The entrance to the gulf is through a 700 m-wide channel between Aktio (ancient Actium) on the south and Preveza on the north; a recent road tunnel connects the two. The gulf is quite shallow, and its northern shore is broken by numerous marshes, large parts of which form an estuary system. The Louros and Arachthos (or Arta) rivers drain into it; for this reason it is warmer and less salty than the Ionian, and a current flows from the gulf into the sea. It is rich in grey mullet, sole, and eel, and is also very famous for the local variety of large shrimp (gabari, in Greek γάμπαρη). It is home to Melibe viridis, a species of sea slug, a nudibranch, a marine gastropod mollusk in the family Tethydidae. Sea turtles and dolphins regularly make an appearance, while it contains lagoons very important for birds, attracting among others pelicans and flamingoes.

==History==
The Ambracian Gulf was the site of the Battle of Actium, in which Augustus' forces defeated those of Mark Antony and Cleopatra. Battle of Preveza, which Ottoman admiral Hayreddin Barbarossa defeated the Holy League's admiral Andrea Doria, held on the very same gulf in 1538 . From Greek independence (Treaty of Constantinople, 1832) until the Second Balkan War (Treaty of Bucharest, 1913), the gulf formed part of the border between the Kingdom of Greece and the Ottoman Empire.

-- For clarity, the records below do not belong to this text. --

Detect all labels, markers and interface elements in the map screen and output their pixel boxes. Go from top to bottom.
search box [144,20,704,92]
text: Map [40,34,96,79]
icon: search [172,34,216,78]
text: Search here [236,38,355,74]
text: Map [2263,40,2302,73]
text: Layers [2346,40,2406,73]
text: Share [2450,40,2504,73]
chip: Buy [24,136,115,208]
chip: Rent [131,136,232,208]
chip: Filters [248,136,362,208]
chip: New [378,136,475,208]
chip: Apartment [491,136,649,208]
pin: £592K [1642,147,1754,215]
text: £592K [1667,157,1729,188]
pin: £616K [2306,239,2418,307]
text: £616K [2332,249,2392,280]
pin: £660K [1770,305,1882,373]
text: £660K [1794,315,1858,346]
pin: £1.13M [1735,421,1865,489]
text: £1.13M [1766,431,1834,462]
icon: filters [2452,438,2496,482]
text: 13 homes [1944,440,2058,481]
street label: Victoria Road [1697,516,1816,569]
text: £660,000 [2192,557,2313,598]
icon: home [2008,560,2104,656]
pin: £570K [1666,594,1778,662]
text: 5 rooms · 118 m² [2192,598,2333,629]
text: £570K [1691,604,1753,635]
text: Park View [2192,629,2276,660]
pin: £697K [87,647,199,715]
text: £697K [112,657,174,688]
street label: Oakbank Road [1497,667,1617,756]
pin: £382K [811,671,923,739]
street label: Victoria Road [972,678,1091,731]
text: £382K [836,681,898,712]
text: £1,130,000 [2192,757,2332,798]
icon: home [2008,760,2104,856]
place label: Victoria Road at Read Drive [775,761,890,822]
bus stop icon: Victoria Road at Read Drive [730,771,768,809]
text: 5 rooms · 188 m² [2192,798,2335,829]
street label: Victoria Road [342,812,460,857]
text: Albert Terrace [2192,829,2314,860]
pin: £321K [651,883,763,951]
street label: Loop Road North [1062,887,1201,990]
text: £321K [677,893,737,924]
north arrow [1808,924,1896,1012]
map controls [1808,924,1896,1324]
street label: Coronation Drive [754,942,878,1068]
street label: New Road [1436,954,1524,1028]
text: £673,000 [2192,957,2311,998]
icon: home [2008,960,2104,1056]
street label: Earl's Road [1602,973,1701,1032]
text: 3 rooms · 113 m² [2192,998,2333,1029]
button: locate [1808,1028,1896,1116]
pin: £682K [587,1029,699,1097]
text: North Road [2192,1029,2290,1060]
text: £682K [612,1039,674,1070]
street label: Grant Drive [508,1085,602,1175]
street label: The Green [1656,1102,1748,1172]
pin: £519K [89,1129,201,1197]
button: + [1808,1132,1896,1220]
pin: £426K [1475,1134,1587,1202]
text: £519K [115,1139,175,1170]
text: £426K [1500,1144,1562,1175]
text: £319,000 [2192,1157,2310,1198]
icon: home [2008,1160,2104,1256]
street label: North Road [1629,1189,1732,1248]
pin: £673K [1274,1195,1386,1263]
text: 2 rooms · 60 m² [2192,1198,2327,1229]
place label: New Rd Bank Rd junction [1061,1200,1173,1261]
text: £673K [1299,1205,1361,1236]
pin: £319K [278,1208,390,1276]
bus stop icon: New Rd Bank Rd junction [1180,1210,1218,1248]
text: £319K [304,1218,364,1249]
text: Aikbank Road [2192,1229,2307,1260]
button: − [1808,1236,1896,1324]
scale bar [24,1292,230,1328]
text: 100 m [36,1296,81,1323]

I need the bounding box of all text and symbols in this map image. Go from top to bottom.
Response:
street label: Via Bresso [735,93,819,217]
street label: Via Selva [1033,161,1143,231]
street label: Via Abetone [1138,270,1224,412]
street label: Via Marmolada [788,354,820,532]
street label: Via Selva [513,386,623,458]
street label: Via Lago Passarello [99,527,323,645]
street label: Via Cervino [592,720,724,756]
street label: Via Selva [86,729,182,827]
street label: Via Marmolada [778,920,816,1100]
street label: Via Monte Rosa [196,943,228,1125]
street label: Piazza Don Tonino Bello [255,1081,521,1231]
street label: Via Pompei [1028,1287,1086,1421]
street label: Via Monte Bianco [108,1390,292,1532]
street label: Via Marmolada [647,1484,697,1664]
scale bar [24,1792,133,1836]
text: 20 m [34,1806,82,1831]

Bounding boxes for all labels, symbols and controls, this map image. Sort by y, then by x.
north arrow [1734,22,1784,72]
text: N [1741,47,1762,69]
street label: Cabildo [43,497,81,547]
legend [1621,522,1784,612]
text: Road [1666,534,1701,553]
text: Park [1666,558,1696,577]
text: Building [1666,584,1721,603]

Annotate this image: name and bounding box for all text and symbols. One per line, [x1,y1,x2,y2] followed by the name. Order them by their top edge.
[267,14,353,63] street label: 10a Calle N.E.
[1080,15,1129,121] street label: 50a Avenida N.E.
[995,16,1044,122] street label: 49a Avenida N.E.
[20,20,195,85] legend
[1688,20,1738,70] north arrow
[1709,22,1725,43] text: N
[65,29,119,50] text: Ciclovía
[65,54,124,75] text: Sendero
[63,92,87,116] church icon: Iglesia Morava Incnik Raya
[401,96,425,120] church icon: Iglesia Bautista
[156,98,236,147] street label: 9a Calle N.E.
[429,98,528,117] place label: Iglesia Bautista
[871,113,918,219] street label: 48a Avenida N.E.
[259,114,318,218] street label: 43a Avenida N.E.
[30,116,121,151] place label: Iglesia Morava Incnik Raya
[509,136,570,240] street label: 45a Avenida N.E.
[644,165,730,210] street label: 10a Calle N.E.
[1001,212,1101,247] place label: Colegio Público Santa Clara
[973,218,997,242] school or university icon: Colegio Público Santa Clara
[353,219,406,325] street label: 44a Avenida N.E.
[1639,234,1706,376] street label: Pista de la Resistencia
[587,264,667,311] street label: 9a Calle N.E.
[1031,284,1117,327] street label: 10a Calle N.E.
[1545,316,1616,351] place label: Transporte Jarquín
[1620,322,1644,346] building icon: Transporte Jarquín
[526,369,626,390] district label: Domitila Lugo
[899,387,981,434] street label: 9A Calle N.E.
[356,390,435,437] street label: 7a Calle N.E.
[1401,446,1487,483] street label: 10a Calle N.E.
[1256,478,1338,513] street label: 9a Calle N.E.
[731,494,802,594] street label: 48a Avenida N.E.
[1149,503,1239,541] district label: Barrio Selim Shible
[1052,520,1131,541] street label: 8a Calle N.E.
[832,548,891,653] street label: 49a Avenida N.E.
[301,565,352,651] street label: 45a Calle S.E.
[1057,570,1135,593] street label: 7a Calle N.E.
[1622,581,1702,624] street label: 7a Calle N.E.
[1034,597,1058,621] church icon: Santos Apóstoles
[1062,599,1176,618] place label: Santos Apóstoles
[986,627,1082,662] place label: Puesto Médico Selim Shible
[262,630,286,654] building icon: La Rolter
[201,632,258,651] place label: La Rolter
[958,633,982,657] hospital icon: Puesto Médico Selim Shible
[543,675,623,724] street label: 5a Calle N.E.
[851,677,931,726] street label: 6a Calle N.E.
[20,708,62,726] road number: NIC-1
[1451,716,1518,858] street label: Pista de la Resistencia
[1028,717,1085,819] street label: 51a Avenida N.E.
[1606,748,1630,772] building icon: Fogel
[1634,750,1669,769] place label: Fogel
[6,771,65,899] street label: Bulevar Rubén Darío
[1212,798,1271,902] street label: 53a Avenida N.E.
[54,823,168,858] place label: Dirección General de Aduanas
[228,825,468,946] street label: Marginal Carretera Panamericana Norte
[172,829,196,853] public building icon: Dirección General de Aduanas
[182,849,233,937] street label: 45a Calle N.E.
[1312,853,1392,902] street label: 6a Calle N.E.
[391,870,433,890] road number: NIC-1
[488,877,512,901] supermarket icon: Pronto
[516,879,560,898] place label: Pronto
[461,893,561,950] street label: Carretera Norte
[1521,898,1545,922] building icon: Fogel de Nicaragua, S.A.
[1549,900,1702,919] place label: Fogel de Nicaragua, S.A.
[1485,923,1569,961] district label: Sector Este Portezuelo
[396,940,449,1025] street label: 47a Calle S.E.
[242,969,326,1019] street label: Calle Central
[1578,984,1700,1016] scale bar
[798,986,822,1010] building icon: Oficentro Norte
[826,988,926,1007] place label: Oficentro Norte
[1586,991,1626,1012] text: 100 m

The remains of numerous ancient cities lie on its shores: Nicopolis, Argos Ippatum, Limnaea, Preveza and Olpae.

== Ecology ==
The Ambracian gulf is one site in the EU 'life transfer' project restoring seagrass meadows to combat climate change and enrich biodiversity

==Transportation==
Since 2002, the northern and southern sides at the mouth of the gulf are connected by the Aktio-Preveza Undersea Tunnel. The tunnel greatly shortens the travel distance across the gulf, which used to be possible only by ferry. The Aktion International Airport (airport code PVK) is built near the Gulf's entrance and serves the region.